* [The task]: What is the number of lines below that contain the word "body"? Give only that number.

* [Extracted data]:

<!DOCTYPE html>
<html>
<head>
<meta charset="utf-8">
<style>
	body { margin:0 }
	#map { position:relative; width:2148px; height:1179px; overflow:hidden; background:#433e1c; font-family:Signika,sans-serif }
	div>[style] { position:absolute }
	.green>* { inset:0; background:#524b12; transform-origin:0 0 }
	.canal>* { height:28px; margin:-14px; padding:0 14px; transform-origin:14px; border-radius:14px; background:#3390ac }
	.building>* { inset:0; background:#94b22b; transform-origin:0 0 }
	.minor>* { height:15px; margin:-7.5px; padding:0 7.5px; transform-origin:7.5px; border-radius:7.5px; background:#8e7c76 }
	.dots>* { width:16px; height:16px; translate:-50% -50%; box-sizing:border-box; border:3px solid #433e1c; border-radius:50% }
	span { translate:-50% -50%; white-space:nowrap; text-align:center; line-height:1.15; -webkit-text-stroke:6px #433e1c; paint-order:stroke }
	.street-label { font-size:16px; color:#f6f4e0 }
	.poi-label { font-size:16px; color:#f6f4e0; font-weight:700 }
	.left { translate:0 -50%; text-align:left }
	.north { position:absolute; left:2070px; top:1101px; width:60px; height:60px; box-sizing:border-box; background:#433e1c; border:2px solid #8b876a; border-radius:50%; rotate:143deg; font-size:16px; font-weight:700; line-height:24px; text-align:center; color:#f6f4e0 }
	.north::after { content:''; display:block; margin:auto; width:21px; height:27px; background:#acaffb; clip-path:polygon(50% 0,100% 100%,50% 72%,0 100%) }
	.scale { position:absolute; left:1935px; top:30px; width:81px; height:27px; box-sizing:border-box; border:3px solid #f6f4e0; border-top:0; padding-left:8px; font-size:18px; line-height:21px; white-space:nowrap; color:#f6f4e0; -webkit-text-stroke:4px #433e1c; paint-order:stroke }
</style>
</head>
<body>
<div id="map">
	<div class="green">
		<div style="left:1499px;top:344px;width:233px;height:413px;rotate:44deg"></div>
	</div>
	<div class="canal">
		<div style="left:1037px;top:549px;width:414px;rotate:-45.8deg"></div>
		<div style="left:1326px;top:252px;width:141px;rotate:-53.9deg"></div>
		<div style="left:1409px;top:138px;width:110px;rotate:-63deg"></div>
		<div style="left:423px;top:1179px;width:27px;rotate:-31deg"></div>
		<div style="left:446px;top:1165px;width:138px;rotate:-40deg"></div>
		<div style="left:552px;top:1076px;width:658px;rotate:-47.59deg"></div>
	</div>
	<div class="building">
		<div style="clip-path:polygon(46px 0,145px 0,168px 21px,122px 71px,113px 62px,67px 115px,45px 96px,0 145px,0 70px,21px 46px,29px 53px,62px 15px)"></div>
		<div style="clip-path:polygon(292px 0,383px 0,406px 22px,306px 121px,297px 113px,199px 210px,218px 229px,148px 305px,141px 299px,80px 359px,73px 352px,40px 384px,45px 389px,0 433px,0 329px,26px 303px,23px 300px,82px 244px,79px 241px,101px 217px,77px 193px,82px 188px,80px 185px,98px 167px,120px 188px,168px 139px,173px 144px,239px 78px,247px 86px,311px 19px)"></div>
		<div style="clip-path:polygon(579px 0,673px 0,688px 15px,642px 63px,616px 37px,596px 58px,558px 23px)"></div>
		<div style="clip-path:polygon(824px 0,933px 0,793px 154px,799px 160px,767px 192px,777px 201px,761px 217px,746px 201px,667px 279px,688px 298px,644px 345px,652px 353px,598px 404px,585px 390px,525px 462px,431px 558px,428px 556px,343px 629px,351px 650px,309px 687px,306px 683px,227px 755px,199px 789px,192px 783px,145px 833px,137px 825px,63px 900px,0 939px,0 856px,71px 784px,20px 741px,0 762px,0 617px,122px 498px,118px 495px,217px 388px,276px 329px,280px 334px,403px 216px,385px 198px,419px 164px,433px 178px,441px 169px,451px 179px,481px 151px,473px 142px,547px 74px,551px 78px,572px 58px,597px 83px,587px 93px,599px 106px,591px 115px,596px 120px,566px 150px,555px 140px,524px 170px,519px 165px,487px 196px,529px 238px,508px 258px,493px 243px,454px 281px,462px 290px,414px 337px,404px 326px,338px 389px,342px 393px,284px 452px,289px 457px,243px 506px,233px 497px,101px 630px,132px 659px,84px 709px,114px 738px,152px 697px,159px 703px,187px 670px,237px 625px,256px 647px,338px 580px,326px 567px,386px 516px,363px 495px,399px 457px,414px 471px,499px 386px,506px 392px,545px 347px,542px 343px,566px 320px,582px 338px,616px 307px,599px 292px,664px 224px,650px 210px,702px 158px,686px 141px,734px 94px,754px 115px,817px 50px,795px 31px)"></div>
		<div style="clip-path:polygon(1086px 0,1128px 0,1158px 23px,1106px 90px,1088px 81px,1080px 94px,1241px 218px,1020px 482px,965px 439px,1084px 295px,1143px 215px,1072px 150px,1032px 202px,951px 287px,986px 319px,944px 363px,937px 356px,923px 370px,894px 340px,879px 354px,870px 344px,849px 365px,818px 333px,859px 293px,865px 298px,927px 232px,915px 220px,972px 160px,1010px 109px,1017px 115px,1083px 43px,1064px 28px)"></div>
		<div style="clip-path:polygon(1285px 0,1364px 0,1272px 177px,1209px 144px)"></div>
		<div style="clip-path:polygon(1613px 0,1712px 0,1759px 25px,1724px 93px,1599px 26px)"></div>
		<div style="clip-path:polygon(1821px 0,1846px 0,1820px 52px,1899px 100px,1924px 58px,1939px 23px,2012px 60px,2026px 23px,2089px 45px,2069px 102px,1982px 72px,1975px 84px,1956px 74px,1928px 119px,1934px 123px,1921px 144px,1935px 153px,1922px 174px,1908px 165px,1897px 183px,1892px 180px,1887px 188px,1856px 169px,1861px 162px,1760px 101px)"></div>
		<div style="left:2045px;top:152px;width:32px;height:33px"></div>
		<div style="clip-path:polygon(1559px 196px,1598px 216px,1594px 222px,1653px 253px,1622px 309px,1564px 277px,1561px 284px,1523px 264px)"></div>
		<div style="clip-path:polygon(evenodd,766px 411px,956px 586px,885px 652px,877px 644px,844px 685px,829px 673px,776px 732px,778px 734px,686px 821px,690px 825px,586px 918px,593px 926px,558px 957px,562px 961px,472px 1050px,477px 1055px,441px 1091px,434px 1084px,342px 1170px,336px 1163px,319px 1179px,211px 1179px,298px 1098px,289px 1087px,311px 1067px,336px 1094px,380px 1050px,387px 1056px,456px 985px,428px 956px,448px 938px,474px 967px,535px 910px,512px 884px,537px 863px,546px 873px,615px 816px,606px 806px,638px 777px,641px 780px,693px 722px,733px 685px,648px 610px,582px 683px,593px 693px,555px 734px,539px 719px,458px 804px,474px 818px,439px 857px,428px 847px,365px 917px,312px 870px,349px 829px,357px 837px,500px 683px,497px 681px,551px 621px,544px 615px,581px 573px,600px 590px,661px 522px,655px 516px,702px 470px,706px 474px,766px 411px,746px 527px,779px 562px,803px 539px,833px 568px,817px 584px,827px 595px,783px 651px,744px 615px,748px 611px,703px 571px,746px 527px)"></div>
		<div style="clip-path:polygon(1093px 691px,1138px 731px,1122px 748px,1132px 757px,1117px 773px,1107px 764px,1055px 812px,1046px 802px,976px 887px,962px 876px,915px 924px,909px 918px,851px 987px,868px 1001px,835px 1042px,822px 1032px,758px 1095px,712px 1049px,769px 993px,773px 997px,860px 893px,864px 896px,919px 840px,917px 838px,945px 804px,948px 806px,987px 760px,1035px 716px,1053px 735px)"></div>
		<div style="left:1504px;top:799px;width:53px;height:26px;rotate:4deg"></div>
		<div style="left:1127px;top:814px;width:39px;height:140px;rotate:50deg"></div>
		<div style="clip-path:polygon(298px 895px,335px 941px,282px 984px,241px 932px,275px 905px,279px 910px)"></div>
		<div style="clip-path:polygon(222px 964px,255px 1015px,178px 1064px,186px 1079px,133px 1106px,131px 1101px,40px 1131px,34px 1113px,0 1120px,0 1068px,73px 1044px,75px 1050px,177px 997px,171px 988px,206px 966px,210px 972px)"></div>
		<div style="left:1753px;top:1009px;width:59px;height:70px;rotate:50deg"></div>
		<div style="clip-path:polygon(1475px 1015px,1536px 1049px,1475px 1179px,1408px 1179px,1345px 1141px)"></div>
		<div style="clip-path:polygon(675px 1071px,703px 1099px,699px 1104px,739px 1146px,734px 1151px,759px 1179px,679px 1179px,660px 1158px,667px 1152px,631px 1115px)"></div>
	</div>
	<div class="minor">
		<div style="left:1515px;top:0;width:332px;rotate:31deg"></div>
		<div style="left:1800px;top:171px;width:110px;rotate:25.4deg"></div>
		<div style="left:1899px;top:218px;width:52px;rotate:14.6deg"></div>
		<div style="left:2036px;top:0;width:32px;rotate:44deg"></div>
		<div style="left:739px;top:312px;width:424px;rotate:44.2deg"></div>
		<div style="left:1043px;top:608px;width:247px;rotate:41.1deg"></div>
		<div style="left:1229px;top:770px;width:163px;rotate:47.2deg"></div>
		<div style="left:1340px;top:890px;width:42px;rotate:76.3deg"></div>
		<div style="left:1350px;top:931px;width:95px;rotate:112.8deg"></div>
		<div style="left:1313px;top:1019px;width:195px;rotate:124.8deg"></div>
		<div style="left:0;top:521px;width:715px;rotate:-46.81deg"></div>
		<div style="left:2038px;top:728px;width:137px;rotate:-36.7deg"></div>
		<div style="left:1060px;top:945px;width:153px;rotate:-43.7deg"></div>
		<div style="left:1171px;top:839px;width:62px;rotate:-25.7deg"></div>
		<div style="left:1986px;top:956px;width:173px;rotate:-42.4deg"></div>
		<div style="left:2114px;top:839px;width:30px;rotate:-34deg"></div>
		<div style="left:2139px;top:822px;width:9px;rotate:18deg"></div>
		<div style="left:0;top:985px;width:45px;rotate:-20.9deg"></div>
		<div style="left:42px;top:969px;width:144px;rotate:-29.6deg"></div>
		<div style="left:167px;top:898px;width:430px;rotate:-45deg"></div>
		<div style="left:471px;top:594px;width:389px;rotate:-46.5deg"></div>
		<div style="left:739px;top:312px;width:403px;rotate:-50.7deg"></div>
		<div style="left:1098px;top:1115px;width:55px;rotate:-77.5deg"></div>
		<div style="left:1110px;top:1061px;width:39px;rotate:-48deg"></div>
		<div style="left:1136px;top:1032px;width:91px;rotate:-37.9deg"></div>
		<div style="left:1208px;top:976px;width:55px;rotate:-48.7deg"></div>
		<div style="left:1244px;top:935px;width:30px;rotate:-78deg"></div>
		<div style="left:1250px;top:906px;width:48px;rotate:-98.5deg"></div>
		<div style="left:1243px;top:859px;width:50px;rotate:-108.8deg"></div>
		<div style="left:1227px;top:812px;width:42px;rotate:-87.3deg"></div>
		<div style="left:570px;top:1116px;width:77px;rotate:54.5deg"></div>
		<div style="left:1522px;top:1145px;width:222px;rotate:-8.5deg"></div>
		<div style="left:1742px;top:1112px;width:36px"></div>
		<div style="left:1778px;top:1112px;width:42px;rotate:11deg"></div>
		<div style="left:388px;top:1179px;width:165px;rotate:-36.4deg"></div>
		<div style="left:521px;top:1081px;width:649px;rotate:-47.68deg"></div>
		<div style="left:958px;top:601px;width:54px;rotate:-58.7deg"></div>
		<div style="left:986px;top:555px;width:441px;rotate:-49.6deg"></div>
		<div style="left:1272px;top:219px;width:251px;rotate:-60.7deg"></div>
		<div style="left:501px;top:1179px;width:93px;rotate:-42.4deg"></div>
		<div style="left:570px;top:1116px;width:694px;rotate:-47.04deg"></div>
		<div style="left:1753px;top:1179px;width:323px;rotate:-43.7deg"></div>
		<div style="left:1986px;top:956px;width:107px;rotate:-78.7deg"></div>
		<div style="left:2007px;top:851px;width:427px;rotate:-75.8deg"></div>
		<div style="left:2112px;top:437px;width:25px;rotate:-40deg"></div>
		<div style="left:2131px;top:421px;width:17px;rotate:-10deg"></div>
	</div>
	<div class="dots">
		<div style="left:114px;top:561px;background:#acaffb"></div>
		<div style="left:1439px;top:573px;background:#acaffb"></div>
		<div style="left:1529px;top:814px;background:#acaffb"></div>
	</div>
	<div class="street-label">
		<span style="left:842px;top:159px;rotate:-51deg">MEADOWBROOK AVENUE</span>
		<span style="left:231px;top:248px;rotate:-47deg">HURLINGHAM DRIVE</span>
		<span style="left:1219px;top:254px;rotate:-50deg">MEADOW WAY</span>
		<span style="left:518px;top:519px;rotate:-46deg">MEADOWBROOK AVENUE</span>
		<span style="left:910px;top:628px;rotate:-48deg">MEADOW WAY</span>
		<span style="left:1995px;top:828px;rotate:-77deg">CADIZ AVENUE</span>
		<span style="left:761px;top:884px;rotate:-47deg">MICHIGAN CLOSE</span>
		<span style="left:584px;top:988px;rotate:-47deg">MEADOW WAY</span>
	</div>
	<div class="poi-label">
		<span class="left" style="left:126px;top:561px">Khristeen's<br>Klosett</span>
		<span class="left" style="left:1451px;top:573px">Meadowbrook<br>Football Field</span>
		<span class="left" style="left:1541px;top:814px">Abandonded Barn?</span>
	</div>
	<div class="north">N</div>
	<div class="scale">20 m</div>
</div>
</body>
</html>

* * *

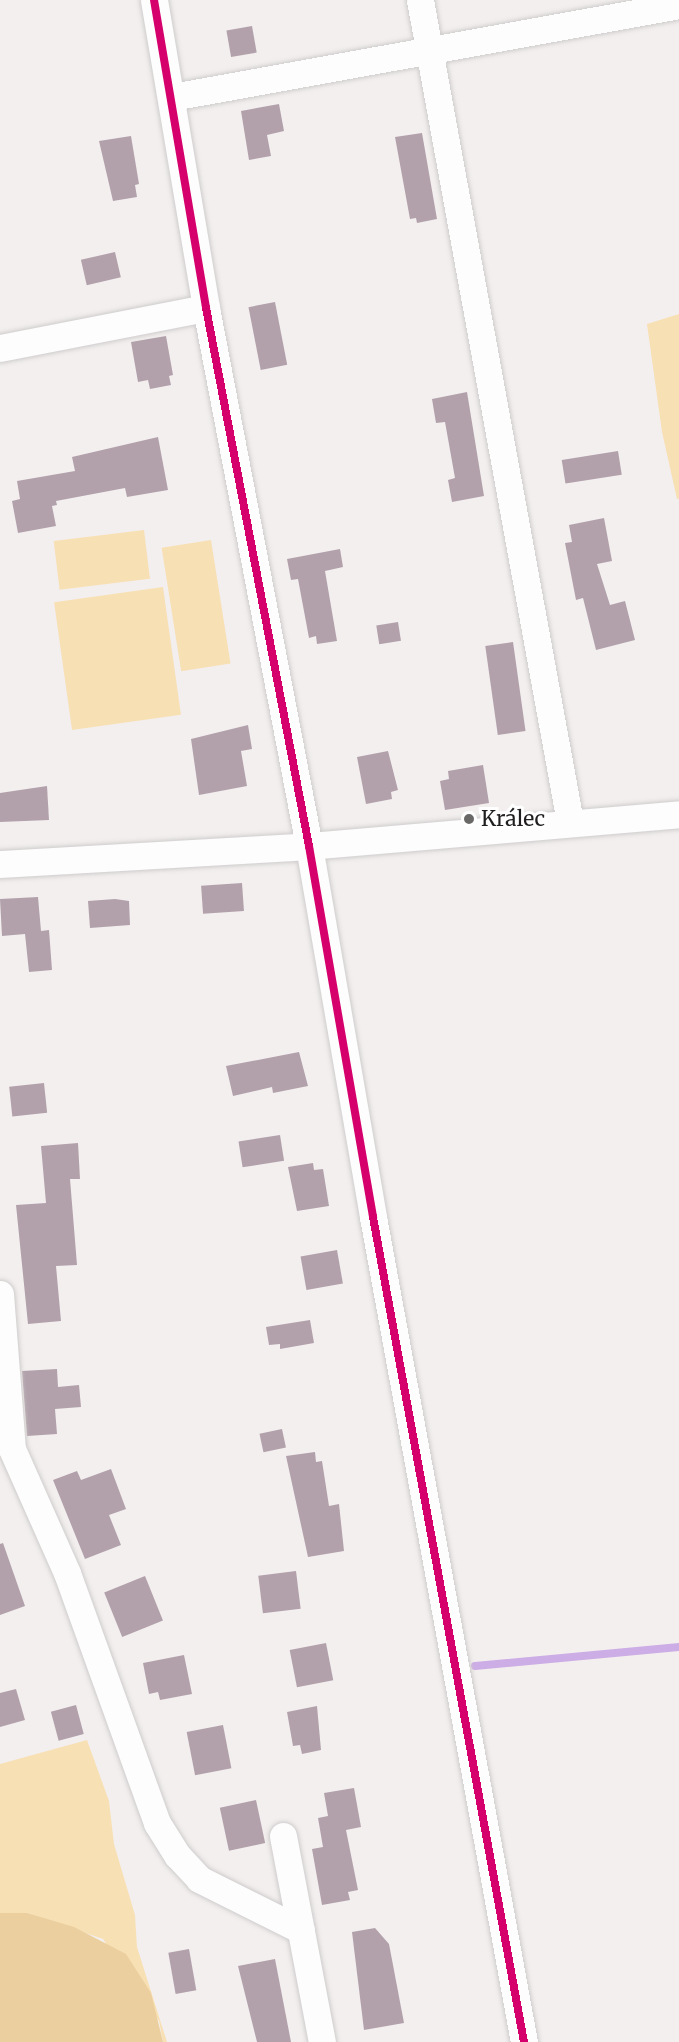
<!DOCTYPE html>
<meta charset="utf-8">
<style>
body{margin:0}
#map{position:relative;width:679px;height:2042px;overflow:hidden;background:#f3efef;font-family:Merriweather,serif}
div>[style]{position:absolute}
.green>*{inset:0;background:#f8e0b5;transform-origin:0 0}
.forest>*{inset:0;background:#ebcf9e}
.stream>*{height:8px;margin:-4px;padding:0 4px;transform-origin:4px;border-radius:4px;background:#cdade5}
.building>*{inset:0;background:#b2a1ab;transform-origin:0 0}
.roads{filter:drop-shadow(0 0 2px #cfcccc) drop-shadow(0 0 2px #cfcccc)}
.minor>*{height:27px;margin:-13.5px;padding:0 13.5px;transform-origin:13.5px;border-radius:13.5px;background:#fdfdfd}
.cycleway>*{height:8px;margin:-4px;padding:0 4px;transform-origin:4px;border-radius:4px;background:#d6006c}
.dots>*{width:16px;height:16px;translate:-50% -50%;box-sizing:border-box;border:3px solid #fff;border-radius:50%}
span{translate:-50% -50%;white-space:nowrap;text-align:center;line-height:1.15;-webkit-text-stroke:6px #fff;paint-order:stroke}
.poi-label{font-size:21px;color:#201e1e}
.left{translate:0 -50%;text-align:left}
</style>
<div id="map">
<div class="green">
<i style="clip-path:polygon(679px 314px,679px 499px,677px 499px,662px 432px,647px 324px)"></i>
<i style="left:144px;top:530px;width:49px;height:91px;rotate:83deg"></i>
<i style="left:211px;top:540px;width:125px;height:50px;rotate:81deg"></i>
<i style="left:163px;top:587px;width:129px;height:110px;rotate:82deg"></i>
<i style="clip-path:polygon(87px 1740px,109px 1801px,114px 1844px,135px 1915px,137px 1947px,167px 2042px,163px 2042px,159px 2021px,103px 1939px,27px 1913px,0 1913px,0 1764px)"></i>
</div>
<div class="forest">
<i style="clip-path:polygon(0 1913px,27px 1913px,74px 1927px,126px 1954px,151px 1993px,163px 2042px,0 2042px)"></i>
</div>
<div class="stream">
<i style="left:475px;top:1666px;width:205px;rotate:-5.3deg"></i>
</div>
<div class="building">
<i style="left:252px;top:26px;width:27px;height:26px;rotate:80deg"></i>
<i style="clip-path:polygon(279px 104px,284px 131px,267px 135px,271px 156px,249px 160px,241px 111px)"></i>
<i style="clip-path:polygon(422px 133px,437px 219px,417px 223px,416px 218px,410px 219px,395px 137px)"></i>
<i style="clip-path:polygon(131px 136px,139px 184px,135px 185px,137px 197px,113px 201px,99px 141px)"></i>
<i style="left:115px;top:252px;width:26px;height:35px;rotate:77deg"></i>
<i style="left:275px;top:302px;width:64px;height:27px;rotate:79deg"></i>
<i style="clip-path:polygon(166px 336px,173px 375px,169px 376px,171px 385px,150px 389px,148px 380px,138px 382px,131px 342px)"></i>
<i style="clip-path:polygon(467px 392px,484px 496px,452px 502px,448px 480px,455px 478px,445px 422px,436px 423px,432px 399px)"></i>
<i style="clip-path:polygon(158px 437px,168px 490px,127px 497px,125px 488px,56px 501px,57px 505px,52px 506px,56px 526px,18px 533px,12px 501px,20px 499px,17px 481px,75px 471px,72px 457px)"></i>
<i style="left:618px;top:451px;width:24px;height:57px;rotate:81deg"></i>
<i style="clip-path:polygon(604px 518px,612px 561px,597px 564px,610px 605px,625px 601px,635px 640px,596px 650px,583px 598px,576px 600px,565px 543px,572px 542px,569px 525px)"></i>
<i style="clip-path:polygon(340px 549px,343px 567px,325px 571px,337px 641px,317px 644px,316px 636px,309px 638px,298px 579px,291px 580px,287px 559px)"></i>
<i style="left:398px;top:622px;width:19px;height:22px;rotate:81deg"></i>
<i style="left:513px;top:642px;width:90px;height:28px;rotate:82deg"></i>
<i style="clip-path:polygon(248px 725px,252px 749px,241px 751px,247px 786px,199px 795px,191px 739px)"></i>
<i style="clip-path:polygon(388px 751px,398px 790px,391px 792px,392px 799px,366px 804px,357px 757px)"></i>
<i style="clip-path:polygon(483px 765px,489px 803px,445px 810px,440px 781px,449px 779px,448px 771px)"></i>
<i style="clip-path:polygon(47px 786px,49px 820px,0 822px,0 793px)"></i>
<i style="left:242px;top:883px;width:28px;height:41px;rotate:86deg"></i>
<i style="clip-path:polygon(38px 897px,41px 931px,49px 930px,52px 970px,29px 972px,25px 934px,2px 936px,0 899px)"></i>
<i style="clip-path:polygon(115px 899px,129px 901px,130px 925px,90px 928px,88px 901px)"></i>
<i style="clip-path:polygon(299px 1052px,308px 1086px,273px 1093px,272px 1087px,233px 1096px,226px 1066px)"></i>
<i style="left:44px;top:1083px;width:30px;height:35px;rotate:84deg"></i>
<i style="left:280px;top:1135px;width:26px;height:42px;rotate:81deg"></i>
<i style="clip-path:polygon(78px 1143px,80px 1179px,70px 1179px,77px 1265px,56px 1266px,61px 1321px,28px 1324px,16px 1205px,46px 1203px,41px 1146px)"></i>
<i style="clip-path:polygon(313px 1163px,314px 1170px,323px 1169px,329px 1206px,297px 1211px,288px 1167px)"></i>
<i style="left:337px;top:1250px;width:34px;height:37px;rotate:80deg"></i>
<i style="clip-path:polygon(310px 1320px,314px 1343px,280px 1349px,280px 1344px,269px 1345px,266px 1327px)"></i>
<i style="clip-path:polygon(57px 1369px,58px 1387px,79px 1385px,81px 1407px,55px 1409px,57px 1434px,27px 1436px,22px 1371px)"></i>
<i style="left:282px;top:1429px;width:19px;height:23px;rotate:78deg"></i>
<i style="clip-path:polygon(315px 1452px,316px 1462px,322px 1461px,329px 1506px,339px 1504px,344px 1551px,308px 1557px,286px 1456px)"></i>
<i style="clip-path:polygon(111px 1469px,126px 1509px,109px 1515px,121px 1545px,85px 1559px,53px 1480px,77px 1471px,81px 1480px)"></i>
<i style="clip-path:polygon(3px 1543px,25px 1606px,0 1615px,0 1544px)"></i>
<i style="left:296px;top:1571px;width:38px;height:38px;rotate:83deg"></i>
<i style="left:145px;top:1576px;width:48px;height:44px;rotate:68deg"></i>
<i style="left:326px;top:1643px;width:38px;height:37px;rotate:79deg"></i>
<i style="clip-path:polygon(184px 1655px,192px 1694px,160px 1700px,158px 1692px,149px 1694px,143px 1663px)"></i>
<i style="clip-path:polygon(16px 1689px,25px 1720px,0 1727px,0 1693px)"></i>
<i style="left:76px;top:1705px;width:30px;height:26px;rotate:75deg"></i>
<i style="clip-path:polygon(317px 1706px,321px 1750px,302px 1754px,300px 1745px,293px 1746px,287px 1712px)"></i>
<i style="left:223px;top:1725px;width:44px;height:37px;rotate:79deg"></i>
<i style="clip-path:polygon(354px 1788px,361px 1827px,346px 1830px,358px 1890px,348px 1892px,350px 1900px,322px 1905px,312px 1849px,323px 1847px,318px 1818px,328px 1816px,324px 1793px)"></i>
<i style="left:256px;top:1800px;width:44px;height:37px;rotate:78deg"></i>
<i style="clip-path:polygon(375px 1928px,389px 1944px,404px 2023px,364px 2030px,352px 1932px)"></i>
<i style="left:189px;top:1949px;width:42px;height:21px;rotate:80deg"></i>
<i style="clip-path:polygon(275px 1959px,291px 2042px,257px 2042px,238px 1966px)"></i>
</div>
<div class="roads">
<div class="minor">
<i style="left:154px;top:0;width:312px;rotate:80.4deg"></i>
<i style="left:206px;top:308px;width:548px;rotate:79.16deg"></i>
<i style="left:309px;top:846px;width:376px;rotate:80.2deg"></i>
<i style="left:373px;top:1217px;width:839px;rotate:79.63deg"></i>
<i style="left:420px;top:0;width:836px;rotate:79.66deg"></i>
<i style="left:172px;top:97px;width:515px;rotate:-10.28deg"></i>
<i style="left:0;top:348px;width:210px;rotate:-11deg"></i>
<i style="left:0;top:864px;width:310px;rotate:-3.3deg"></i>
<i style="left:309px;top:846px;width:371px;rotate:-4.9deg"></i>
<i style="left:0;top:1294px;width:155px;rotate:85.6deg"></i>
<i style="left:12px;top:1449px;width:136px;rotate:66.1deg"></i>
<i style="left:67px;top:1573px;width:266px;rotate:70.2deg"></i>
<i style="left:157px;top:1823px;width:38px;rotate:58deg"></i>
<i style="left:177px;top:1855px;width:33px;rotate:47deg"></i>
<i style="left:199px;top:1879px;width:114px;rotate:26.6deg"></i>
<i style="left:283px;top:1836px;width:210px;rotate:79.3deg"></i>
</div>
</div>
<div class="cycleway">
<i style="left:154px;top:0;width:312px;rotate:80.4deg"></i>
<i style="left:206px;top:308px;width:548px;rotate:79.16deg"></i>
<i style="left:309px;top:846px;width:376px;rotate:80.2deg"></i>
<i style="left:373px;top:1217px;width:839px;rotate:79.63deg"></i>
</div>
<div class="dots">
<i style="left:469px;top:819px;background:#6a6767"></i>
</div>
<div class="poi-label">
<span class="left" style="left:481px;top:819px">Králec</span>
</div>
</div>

* [Solution below]: 4